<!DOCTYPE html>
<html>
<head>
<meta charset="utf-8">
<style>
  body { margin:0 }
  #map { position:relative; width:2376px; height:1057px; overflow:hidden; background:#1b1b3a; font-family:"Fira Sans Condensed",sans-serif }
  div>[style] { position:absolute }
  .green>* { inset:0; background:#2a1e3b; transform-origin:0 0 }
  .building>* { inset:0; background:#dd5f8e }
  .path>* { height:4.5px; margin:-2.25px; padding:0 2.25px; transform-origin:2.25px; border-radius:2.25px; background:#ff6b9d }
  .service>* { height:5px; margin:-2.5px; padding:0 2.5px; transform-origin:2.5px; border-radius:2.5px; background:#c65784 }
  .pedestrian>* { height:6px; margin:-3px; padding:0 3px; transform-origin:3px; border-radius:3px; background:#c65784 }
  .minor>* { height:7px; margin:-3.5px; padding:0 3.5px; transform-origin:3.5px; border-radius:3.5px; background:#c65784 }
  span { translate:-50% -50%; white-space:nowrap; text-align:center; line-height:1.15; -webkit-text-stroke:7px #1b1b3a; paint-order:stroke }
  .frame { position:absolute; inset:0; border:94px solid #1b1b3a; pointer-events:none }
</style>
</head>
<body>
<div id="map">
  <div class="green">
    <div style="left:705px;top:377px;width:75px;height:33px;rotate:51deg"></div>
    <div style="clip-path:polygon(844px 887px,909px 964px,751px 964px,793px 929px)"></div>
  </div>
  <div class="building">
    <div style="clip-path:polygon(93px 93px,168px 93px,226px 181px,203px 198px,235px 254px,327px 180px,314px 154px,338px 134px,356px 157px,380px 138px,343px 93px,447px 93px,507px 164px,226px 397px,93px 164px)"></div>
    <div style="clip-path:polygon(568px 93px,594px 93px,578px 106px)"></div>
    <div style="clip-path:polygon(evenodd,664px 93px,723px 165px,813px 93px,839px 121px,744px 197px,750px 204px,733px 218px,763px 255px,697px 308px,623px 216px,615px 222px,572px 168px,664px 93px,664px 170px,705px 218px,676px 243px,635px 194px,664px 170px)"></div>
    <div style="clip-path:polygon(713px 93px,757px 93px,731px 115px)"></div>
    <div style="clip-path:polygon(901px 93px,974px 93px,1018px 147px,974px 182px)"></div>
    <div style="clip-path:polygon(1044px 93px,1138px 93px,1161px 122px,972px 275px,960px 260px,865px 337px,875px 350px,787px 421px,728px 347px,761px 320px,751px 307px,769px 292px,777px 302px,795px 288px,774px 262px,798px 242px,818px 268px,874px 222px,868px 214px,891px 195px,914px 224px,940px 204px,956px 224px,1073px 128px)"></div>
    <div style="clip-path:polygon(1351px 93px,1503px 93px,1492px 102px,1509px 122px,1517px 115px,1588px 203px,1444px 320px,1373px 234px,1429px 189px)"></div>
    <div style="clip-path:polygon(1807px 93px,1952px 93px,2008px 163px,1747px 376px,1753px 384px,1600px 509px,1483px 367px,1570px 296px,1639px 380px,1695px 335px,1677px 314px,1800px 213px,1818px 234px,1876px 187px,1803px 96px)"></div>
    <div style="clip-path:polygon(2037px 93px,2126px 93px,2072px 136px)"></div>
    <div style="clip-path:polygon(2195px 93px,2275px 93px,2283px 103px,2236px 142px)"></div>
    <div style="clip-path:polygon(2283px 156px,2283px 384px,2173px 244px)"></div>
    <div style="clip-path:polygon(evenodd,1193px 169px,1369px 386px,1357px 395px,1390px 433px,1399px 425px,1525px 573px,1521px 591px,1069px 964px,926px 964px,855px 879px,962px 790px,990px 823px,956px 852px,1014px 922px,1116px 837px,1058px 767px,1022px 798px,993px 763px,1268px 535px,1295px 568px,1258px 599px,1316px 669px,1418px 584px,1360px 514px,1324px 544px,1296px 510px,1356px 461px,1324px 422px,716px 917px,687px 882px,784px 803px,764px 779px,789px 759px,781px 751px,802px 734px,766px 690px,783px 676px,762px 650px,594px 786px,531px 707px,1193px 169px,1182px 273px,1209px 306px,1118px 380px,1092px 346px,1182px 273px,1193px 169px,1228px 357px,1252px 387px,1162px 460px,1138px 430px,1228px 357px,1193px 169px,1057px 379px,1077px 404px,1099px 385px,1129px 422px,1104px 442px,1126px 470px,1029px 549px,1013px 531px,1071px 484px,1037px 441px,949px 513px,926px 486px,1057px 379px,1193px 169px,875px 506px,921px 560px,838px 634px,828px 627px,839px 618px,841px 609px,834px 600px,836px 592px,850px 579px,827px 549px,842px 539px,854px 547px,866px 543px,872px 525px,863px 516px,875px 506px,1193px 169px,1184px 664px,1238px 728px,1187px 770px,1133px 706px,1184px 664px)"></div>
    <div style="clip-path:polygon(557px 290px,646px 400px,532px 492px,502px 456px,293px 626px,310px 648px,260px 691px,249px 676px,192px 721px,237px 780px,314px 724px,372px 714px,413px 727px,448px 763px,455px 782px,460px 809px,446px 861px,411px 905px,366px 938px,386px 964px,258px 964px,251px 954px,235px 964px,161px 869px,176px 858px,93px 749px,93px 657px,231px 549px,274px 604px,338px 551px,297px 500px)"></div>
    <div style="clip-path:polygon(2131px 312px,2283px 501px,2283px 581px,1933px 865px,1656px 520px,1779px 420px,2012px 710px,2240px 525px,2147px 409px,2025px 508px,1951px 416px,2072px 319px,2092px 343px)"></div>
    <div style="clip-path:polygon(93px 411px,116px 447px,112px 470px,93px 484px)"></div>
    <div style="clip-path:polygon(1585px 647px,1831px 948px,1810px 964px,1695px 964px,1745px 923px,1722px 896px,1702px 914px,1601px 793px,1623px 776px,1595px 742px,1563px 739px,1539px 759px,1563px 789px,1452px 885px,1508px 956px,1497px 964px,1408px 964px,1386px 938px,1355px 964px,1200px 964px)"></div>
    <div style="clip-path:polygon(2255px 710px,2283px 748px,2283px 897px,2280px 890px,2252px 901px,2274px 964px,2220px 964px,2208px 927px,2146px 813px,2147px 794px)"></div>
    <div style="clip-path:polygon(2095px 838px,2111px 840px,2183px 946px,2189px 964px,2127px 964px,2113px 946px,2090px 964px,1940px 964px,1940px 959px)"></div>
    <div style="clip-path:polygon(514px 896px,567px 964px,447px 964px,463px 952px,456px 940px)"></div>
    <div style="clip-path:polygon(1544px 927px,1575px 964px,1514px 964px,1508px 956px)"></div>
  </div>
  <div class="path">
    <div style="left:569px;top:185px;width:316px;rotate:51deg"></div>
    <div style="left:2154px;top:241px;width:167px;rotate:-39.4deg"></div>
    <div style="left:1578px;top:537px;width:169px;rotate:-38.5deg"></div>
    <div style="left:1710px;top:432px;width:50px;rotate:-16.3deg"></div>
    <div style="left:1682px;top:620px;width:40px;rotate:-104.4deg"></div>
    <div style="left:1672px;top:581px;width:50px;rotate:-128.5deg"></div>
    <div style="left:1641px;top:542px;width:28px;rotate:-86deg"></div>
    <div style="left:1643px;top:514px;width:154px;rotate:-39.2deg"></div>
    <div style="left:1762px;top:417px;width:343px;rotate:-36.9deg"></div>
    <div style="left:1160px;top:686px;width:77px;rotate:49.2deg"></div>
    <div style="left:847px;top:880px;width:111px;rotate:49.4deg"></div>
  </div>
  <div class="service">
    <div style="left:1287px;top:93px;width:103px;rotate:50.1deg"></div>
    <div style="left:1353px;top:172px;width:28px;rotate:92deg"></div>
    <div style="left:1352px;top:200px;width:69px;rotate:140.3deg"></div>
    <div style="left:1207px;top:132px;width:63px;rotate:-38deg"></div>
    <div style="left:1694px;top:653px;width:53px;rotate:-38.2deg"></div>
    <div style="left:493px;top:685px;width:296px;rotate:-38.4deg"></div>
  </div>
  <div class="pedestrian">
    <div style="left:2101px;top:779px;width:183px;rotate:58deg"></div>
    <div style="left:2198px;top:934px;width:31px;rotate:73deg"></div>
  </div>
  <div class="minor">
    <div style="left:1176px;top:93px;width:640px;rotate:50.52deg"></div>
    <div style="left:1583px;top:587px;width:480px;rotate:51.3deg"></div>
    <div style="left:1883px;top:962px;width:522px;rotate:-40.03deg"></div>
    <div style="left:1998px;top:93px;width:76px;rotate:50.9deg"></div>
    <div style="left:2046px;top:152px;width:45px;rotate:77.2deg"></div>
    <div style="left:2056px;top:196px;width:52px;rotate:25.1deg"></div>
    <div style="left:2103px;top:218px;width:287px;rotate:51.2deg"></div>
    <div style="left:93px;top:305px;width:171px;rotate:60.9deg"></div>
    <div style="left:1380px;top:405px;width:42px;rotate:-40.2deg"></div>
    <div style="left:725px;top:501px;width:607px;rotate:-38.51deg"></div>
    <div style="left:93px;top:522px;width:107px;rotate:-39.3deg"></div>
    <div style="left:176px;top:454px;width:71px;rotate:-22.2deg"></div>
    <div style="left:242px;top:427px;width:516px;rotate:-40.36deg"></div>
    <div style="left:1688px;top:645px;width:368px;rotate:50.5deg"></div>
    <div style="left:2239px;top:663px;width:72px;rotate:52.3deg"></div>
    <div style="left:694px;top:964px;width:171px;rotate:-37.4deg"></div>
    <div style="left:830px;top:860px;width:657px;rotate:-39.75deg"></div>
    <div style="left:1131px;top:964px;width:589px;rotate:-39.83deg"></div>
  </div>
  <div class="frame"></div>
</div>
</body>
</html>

•••••

:: ACTIVITY ::
Reproduce the records above exactly, from the first line to the line that holds "height:4.5px; margin:-2.25px; padding:0", inclusive, and omit everything after it.

:: WORKED SOLUTION ::
<!DOCTYPE html>
<html>
<head>
<meta charset="utf-8">
<style>
  body { margin:0 }
  #map { position:relative; width:2376px; height:1057px; overflow:hidden; background:#1b1b3a; font-family:"Fira Sans Condensed",sans-serif }
  div>[style] { position:absolute }
  .green>* { inset:0; background:#2a1e3b; transform-origin:0 0 }
  .building>* { inset:0; background:#dd5f8e }
  .path>* { height:4.5px; margin:-2.25px; padding:0 2.25px; transform-origin:2.25px; border-radius:2.25px; background:#ff6b9d }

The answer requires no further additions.